Try   HackMD

Fixing "500 Certificate in an error state. Fix any errors, and then click Retry." Blocking Renewal In cert-manager (vcert#269)

The problem: When using cert-manager's Venafi built-in issuer or when running vcert enroll with TPP, people get "stuck" with an error of the like:

​​​​500 Certificate \VED\Policy\Test\foo.com has encountered an error while processing,
​​​​Status: This certificate cannot be processed while it is in an error state. Fix any
​​​​errors, and then click Retry., Stage: 700.

This message occurs when a past enrollment has failed or an enrollment was still in progress for that certificate. The current workaround is to call to POST /reset with Restart=False, and then re-run the command vcert enroll (or renew the certificate in cert-manager).

Resolution Progress

cert-manager

cert-manager Fixed? How was it solved?
1.9.*
1.10.*
1.11.0 Solution 3 built into VCert 4.23.0 but fails 50% of the time (https://github.com/Venafi/vcert/issues/273)
1.11.1 — 1.11.4 Solution 2 using VCert fork
1.11.5 Solution 2 ad-hoc using ResetCertificate in VCert 5.0.0 Doesn't work, see #6397
1.12.0 — 1.12.2 Solution 2 using VCert fork
1.12.3 — 1.12.5 Solution 2 ad-hoc using ResetCertificate in VCert 5.0.0 Doesn't work, see #6397
1.12.6 and up Solution 2 ad-hoc using ResetCertificate in VCert 5.0.0
1.13.0 — 1.13.1 Solution 2 ad-hoc using ResetCertificate in VCert 5.0.0 Doesn't work, see #6397
1.13.2 and up Solution 2 ad-hoc using ResetCertificate in VCert 5.0.0
1.14.0 and up Solution 2 ad-hoc using ResetCertificate in VCert 5.0.0

cert-manager 1.11.0 (Jan 2023) fixed this issue by using Solution 3 by using VCert v4.23.0.

cert-manager 1.12.0 (May 2023) changed to Solution 2 by using a patched version of VCert. The decision was taken after the fix had been reverted in VCert 4.24.0. The team knew that this patch would slow down the issuance of certificates by 9% in case of heavy load on TPP, but deemed the risk of not being able to renew too high.

cert-manager 1.11.5, 1.12.3, and 1.13.0 changed to calling ResetCertificate manually with Solution 2 thanks to VCert 5.0.0. But these versions were found buggy: they don't call /reset when they should as detailed in #6397.

VCert

VCert 4.23.0 (Dec 2022) fixed the problem using Solution 3.

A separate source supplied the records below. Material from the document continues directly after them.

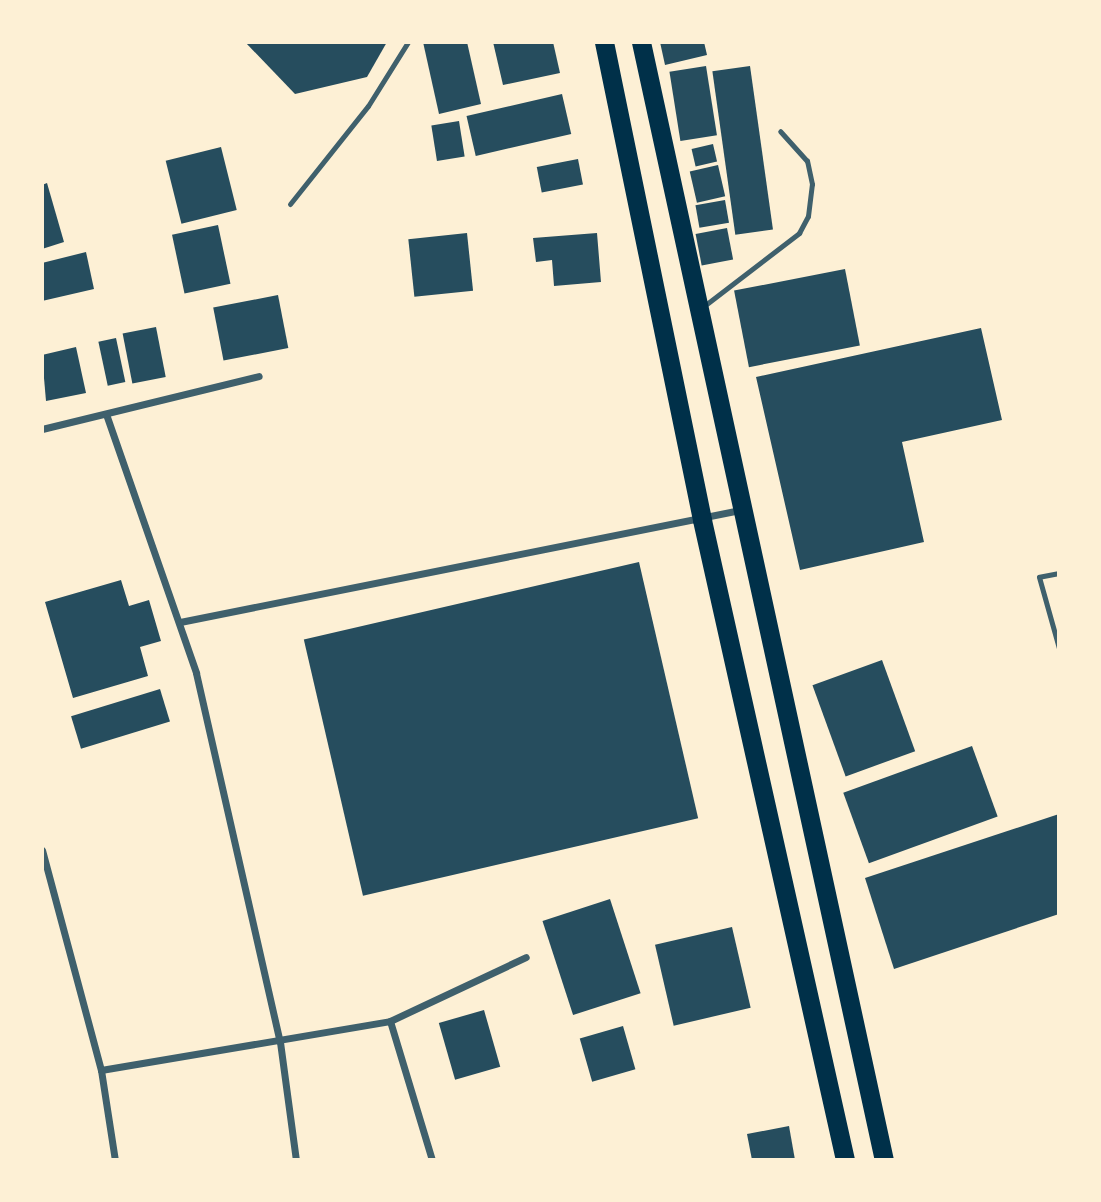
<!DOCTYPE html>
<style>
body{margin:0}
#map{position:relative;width:1101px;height:1202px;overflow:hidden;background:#fdf0d5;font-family:Rubik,sans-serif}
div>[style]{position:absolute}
.building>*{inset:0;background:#264d5e;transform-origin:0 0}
.service>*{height:5px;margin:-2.5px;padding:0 2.5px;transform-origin:2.5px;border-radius:2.5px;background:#3f606c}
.minor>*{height:7px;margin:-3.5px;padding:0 3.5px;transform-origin:3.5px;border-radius:3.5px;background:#3f606c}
.trunk>*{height:19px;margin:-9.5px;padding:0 9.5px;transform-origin:9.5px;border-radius:9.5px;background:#003049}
span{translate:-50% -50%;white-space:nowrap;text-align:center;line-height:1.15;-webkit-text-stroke:7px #fdf0d5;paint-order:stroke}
.frame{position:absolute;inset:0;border:44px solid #fdf0d5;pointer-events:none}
</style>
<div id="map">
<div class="building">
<i style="clip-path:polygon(245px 42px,387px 42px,367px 77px,295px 94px)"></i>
<i style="clip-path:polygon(423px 42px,467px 42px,481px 104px,439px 114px)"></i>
<i style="clip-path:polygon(493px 42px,553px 42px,560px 73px,503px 85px)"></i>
<i style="clip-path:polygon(660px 42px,704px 42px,707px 55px,665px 65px)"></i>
<i style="left:706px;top:66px;width:70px;height:37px;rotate:81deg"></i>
<i style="left:750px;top:66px;width:165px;height:38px;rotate:82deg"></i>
<i style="left:562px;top:94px;width:41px;height:98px;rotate:77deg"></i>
<i style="left:459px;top:121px;width:36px;height:28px;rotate:81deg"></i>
<i style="left:713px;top:144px;width:18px;height:22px;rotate:77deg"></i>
<i style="left:221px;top:147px;width:65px;height:57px;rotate:76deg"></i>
<i style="left:578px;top:159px;width:26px;height:42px;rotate:79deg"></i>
<i style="left:718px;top:165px;width:32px;height:29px;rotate:77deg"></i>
<i style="clip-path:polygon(47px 183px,64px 242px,42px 249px,42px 185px)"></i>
<i style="left:725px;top:200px;width:23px;height:30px;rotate:80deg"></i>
<i style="left:218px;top:225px;width:60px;height:47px;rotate:78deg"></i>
<i style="left:727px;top:228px;width:32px;height:32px;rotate:79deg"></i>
<i style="left:467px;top:233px;width:58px;height:59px;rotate:84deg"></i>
<i style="clip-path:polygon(597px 233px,601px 282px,554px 286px,552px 260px,536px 262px,533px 238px)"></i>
<i style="clip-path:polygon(86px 252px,94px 289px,42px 301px,42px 263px)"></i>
<i style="left:845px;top:269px;width:78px;height:113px;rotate:79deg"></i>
<i style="left:278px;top:295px;width:54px;height:66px;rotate:79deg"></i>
<i style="left:156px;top:327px;width:51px;height:34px;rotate:79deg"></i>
<i style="clip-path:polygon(981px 328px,1002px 420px,902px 442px,924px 542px,800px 570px,756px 377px)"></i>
<i style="left:116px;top:338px;width:45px;height:18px;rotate:78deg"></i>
<i style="clip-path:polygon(76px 347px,86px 393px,46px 401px,42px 355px)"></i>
<i style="left:639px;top:562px;width:263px;height:344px;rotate:77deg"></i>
<i style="clip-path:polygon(121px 580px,129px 606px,149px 600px,161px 641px,140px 647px,148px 676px,73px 698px,45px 602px)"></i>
<i style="left:882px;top:660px;width:97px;height:74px;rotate:70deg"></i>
<i style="left:160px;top:689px;width:34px;height:93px;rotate:73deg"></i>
<i style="left:972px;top:746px;width:75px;height:137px;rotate:70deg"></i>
<i style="clip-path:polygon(1059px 814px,1059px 914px,894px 969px,865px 878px)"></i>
<i style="left:610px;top:899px;width:99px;height:71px;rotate:72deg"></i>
<i style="left:732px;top:927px;width:83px;height:79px;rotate:77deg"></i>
<i style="left:484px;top:1010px;width:59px;height:47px;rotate:74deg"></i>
<i style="left:623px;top:1026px;width:45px;height:45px;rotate:74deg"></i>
<i style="clip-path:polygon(789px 1126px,795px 1160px,752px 1160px,747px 1134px)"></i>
</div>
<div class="service">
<i style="left:290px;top:204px;width:125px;rotate:-51.5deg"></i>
<i style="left:368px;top:106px;width:75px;rotate:-58deg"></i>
<i style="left:704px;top:306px;width:120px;rotate:-37.5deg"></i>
<i style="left:799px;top:233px;width:19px;rotate:-62deg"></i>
<i style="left:808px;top:216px;width:32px;rotate:-83deg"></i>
<i style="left:812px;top:184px;width:24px;rotate:-102deg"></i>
<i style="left:807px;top:161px;width:40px;rotate:-132deg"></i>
<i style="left:1059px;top:573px;width:20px;rotate:169deg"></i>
<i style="left:1039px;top:577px;width:74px;rotate:74.3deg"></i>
</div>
<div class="minor">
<i style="left:106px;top:414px;width:274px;rotate:70.8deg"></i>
<i style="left:196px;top:673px;width:378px;rotate:77.2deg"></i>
<i style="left:280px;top:1042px;width:119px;rotate:82.3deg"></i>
<i style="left:42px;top:429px;width:223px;rotate:-13.7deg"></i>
<i style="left:180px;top:622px;width:571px;rotate:-11.31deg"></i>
<i style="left:42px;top:850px;width:228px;rotate:75deg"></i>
<i style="left:101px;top:1070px;width:91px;rotate:81.2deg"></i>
<i style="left:390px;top:1021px;width:145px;rotate:73.2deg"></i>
<i style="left:101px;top:1070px;width:293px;rotate:-9.6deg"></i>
<i style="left:390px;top:1021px;width:150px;rotate:-25.2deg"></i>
</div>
<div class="trunk">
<i style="left:604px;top:42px;width:488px;rotate:78.4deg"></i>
<i style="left:702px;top:520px;width:656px;rotate:77.4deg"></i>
<i style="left:641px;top:42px;width:1144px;rotate:77.74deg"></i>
</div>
<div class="frame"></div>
</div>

VCert 4.24.0 (Feb 2023) removed the fix after a discussion between the cert-manager and VCert teams. Solution 3 was changing VCert's behavior in a weird way, it was thus reverted. You can read the meeting notes below to know more.

VCert 5.0.0 (Aug 2023) added the ResetCertificate Go function. It was decided that the problem of "500 Fix any errors, and then click Retry" would have to be fixed by the users of VCert. The VCert CLI wasn't fixed with this change.

Solutions Considered

Solution 1: reset if retrieve returns 500, then request

Pseudo-algorithm:

resp = tpp.retrieve()
if resp is 500
    tpp.reset()

tpp.request()

A prototype of this solution was implemented in commit 0de76500.

In terms of number of calls, this solution adds a new call to POST /retrieve, and also add POST /reset when a past enrollment exists.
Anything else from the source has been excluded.